Instant.ofEpochSecond( 1_296_442_971L )
       .atZone( ZoneId.of( "America/New_York" ) )
       .getHour()

23

…for value: 2011-01-30T23:02:51-04:00[America/New_York]

32-bit vs 64-bit integers

As the other answers correctly noted, you must use a 64-bit long or Long to track the number of milliseconds since 1970 in UTC. Your number 1296442971 is the number of whole seconds since 1970 in UTC. When multiplied by 1,000 to get milliseconds-since-epoch, you overflow the limit of a 32-bit int or Integer.

java.time

Another problem is that you are using troublesome old legacy date-time classes, now supplanted by the java.time classes.

Instant

The Instant class represents a moment on the timeline in UTC with a resolution of nanoseconds.

The Instant class has a factory method for importing a number of whole seconds since epoch.

Instant instant = Instant.ofEpochSecond( 1_296_442_971L );

instant.toString(): 2011-01-31T03:02:51Z

ZonedDateTime

To see the wall-clock time of the east coast US, apply a ZoneId for a time zone such as America/New_York to get a ZonedDateTime object.

ZoneId z = ZoneId.of( "America/New_York" );
ZonedDateTime zdt = instant.atZone( z );

zdt.toString(): 2011-01-30T23:02:51-04:00[America/New_York]

Interrogate for the hour-of-day in 24-hour numbering of 0-23 by calling getHour.

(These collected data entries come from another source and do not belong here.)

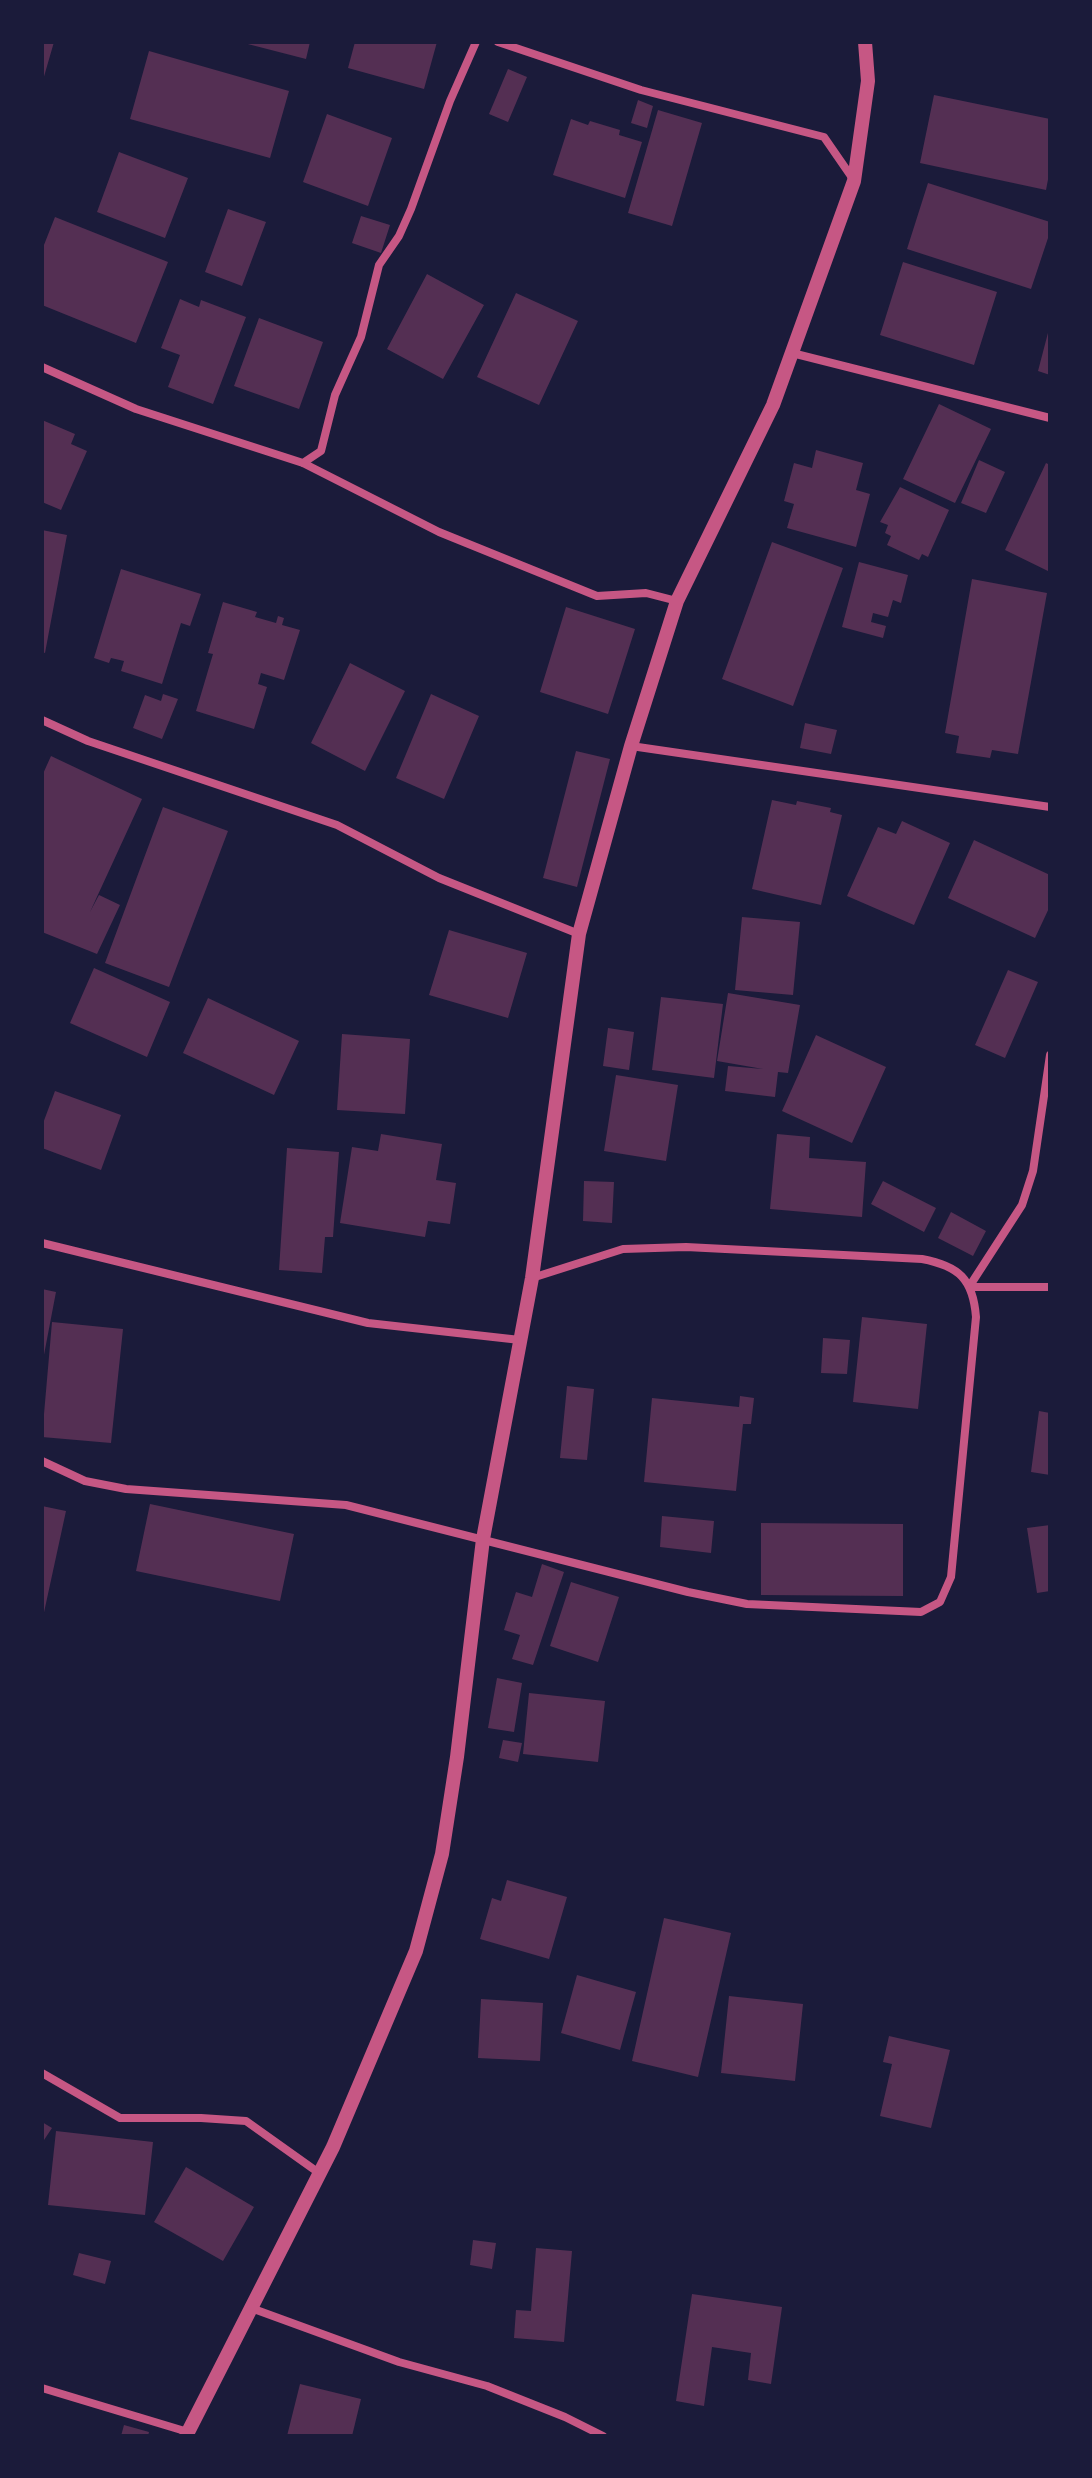 <!DOCTYPE html>
<html>
<head>
<meta charset="utf-8">
<style>
  body { margin:0 }
  #map { position:relative; width:1092px; height:2478px; overflow:hidden; background:#1b1b3a; font-family:"Source Serif 4",serif }
  canvas { display:block }
  .frame { position:absolute; inset:0; border:44px solid #1b1b3a; pointer-events:none }
</style>
</head>
<body>
<div id="map">
<canvas width="1092" height="2478"></canvas>
<div class="frame"></div>
</div>
<script>
const context = document.querySelector('canvas').getContext('2d');
context.lineJoin = 'round';
function paint(path, color) { context.fillStyle = color; context.fill(path, 'evenodd'); }
function strokePath(path, color, width, dash) { context.strokeStyle = color; context.lineWidth = width; context.lineCap = dash ? 'butt' : 'round'; context.setLineDash(dash || []); context.stroke(path); }
const building = new Path2D(`
  M42,42h12l-11,38h-1z
  M240,42h70l-4,17z
  M355,42h82l-13,47 -76,-21z
  M149,51l140,40 -19,67 -140,-39z
  M508,69l19,8 -19,45 -19,-8z
  M934,95l116,24v50l-4,21 -126,-27z
  M638,100l15,6 -6,22 -16,-5z
  M658,110l44,13 -30,103 -44,-13z
  M327,114l65,24 -24,68 -65,-24z
  M571,119l17,6 2,-4 30,9 -1,5 23,7 -17,56 -72,-23z
  M119,152l69,26 -23,60 -68,-26z
  M928,183l122,39v10l-19,57 -124,-40z
  M228,209l38,13 -24,64 -37,-14z
  M361,216l29,9 -9,28 -29,-10z
  M55,217l113,45 -32,81 -94,-38v-55z
  M903,262l94,30 -23,73 -94,-30z
  M427,274l57,31 -41,74 -56,-30z
  M516,293l62,28 -39,84 -62,-28z
  M180,299l19,8 2,-7 45,17 -33,87 -45,-17 12,-32 -19,-7z
  M259,318l64,24 -24,67 -65,-23z
  M1049,329h1v46l-12,-4z
  M939,404l52,25 -36,74 -52,-24z
  M42,420l33,14 -4,10 16,7 -26,59 -19,-8z
  M816,450l47,13 -7,27 14,4 -14,53 -69,-19 7,-24 -10,-3 10,-38 18,5z
  M979,460l26,12 -19,41 -25,-10z
  M1046,463l4,2v107l-45,-22z
  M900,487l49,23 -21,47 -6,-3 -3,6 -32,-15 4,-9 -6,-3 3,-8 -8,-3z
  M42,530l25,5 -22,118 -3,-1z
  M772,542l71,26 -50,138 -71,-27z
  M859,562l49,13 -7,28 -8,-3 -5,17 -15,-4 -2,9 15,4 -3,12 -41,-11z
  M121,569l80,25 -11,32 -9,-3 -19,61 -41,-13 3,-10 -13,-3 -2,5 -15,-5z
  M972,579l75,14 -29,161 -26,-4 -2,8 -34,-5 3,-17 -14,-3z
  M223,602l34,10 -2,5 21,6 2,-7 6,2 -2,7 18,5 -16,50 -23,-7 -3,11 9,3 -13,42 -58,-18 17,-57 -5,-1z
  M566,607l69,22 -27,85 -68,-22z
  M350,663l55,28 -40,80 -54,-28z
  M163,694l15,5 -16,40 -29,-11 12,-33 16,6z
  M431,694l48,22 -35,83 -48,-21z
  M805,723l32,7 -6,24 -31,-6z
  M576,751l34,8 -33,128 -34,-9z
  M51,756l91,43 -52,113 9,-17 21,10 -23,49 -55,-22v-156z
  M772,800l24,5 1,-4 34,7 -1,4 12,3 -21,90 -69,-16z
  M163,807l65,24 -59,156 -64,-24z
  M902,821l48,22 -36,82 -67,-29 31,-69 18,7z
  M974,840l76,35v31l-15,32 -87,-40z
  M742,917l58,5 -7,73 -58,-5z
  M449,930l78,23 -19,65 -79,-23z
  M94,968l76,34 -23,55 -77,-34z
  M1008,970l30,12 -33,76 -30,-13z
  M728,993l72,12 -12,68 -10,-1 -3,25 -50,-6 3,-25 35,3 -46,-8z
  M661,997l62,7 -9,74 -62,-8z
  M208,998l91,43 -25,54 -91,-42z
  M608,1028l26,4 -5,38 -26,-4z
  M342,1034l68,5 -5,75 -68,-4z
  M816,1035l70,32 -34,76 -70,-32z
  M616,1075l62,10 -12,76 -62,-10z
  M55,1091l66,24 -20,55 -59,-22v-22z
  M381,1134l61,10 -6,36 20,3 -6,41 -22,-3 -3,16 -85,-14 12,-76 26,4z
  M777,1134l33,3 -1,21 57,4 -4,55 -92,-8z
  M287,1148l52,4 -6,85h-8l-3,36 -43,-3z
  M584,1181l30,1 -2,41 -29,-2z
  M883,1181l53,27 -12,24 -53,-28z
  M951,1212l35,19 -13,25 -35,-18z
  M42,1289l14,3 -13,68h-1z
  M862,1317l65,7 -9,85 -65,-7z
  M52,1322l71,7 -12,114 -69,-6z
  M823,1338l27,2 -3,34 -26,-1z
  M567,1386l27,3 -7,71 -27,-2z
  M740,1396l14,2 -3,26h-8l-7,67 -92,-9 8,-84 87,9z
  M1039,1411l11,2v62l-19,-3z
  M150,1504l144,30 -14,67 -144,-30z
  M42,1506l24,5 -23,106h-1z
  M662,1516l52,5 -3,32 -51,-6z
  M761,1523l142,1v72l-142,-1z
  M1050,1525v66l-13,2 -10,-65z
  M542,1564l22,8 -31,93 -21,-6 8,-24 -16,-5 12,-38 16,5z
  M571,1582l48,15 -21,65 -48,-16z
  M497,1678l25,5 -8,49 -26,-4z
  M529,1693l76,8 -7,61 -75,-8z
  M503,1740l19,3 -4,19 -19,-4z
  M507,1880l60,17 -18,62 -69,-20 12,-41 9,3z
  M664,1918l67,15 -33,144 -66,-16z
  M577,1975l59,17 -16,58 -59,-17z
  M729,1996l74,8 -8,77 -74,-8z
  M481,1999l62,4 -3,58 -62,-3z
  M889,2036l61,14 -19,78 -51,-12 12,-52 -9,-2z
  M42,2122l10,6 -10,15z
  M56,2131l97,11 -8,73 -97,-10z
  M186,2167l68,40 -31,54 -69,-39z
  M473,2240l23,3 -4,26 -22,-4z
  M536,2248l36,3 -8,91 -50,-4 2,-28 15,1z
  M79,2253l32,8 -6,23 -32,-9z
  M692,2294l90,13 -11,77 -23,-4 3,-27 -39,-6 -8,59 -28,-5z
  M300,2384l61,15 -9,37h-65z
  M124,2425l25,7 -1,4h-27z`);
const minor = new Path2D(`
  M498,42l143,48 183,47 29,42
  M792,353l258,65
  M42,367l94,42 167,54 136,69 158,64 49,-3 31,8
  M303,463l18,-12 14,-56 26,-58 18,-72 20,-29 12,-27 39,-108 26,-59
  M42,720l46,21 249,84 102,53 140,56
  M631,746l419,61
  M42,1243l326,80 152,17
  M969,1287l53,-82 11,-34 17,-116
  M969,1287h81
  M42,1461l43,20 41,8 220,16 342,87 59,12 174,8 19,-10 11,-25 25,-260c-3,-38 -17,-51 -54,-58l-236,-12 -63,2 -91,29
  M42,2073l78,45h81l45,3 73,52
  M251,2308l148,54 88,24 78,31 38,19
  M42,2388l146,44`);
const tertiary = new Path2D(`
  M186,2436l147,-289 83,-196 26,-97 15,-97 26,-218 49,-261 47,-344 52,-188 46,-145 96,-196 81,-224 14,-100 -3,-39`);
paint(building, '#542f53');
strokePath(minor, '#c65784', 8);
strokePath(tertiary, '#c65784', 14);
</script>
</body>
</html>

int hourOfDay = zdt.getHour();

23

About java.time

The java.time framework is built into Java 8 and later. These classes supplant the troublesome old date-time classes such as java.util.Date, .Calendar, & java.text.SimpleDateFormat.

The Joda-Time project, now in maintenance mode, advises migration to java.time.

To learn more, see the Oracle Tutorial. And search Stack Overflow for many examples and explanations.

Much of the java.time functionality is back-ported to Java 6 & 7 in ThreeTen-Backport and further adapted to Android in ThreeTenABP (see How to use…).

The ThreeTen-Extra project extends java.time with additional classes. This project is a proving ground for possible future additions to java.time. You may find some useful classes here such as Interval, YearWeek, YearQuarter, and more.